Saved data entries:
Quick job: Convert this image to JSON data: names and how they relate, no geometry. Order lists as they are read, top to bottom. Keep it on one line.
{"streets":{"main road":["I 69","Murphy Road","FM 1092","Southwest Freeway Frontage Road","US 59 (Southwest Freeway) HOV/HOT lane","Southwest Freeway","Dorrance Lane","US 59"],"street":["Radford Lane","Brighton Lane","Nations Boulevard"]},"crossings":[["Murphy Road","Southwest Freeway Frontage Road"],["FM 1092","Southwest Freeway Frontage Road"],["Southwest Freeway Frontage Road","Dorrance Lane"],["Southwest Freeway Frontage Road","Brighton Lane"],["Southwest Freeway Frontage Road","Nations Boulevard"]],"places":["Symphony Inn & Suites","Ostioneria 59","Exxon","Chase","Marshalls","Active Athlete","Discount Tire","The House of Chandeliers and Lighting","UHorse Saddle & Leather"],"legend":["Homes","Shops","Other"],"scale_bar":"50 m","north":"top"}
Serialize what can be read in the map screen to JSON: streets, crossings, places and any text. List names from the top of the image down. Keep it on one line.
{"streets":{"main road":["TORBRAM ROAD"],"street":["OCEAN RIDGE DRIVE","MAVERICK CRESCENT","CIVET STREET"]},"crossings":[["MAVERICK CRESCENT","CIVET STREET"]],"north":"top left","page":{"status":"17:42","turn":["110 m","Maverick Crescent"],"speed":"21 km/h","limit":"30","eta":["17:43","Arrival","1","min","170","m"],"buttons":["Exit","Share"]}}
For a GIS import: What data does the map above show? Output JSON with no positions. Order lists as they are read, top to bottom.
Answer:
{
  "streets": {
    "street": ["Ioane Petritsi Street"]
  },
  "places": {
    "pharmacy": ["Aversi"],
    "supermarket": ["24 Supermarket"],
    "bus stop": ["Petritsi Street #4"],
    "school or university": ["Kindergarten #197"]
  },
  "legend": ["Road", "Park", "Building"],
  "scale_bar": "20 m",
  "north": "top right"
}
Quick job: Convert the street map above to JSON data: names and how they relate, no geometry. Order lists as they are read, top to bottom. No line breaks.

(EXERCISE GOAL)
Set every record down word for word, omitting none.

(SOLVED EXERCISE)
Quick job: Convert this image to JSON data: names and how they relate, no geometry. Order lists as they are read, top to bottom. Keep it on one line.
{"streets":{"main road":["I 69","Murphy Road","FM 1092","Southwest Freeway Frontage Road","US 59 (Southwest Freeway) HOV/HOT lane","Southwest Freeway","Dorrance Lane","US 59"],"street":["Radford Lane","Brighton Lane","Nations Boulevard"]},"crossings":[["Murphy Road","Southwest Freeway Frontage Road"],["FM 1092","Southwest Freeway Frontage Road"],["Southwest Freeway Frontage Road","Dorrance Lane"],["Southwest Freeway Frontage Road","Brighton Lane"],["Southwest Freeway Frontage Road","Nations Boulevard"]],"places":["Symphony Inn & Suites","Ostioneria 59","Exxon","Chase","Marshalls","Active Athlete","Discount Tire","The House of Chandeliers and Lighting","UHorse Saddle & Leather"],"legend":["Homes","Shops","Other"],"scale_bar":"50 m","north":"top"}
Serialize what can be read in the map screen to JSON: streets, crossings, places and any text. List names from the top of the image down. Keep it on one line.
{"streets":{"main road":["TORBRAM ROAD"],"street":["OCEAN RIDGE DRIVE","MAVERICK CRESCENT","CIVET STREET"]},"crossings":[["MAVERICK CRESCENT","CIVET STREET"]],"north":"top left","page":{"status":"17:42","turn":["110 m","Maverick Crescent"],"speed":"21 km/h","limit":"30","eta":["17:43","Arrival","1","min","170","m"],"buttons":["Exit","Share"]}}
For a GIS import: What data does the map above show? Output JSON with no positions. Order lists as they are read, top to bottom.
Answer:
{
  "streets": {
    "street": ["Ioane Petritsi Street"]
  },
  "places": {
    "pharmacy": ["Aversi"],
    "supermarket": ["24 Supermarket"],
    "bus stop": ["Petritsi Street #4"],
    "school or university": ["Kindergarten #197"]
  },
  "legend": ["Road", "Park", "Building"],
  "scale_bar": "20 m",
  "north": "top right"
}
Quick job: Convert the street map above to JSON data: names and how they relate, no geometry. Order lists as they are read, top to bottom. No line breaks.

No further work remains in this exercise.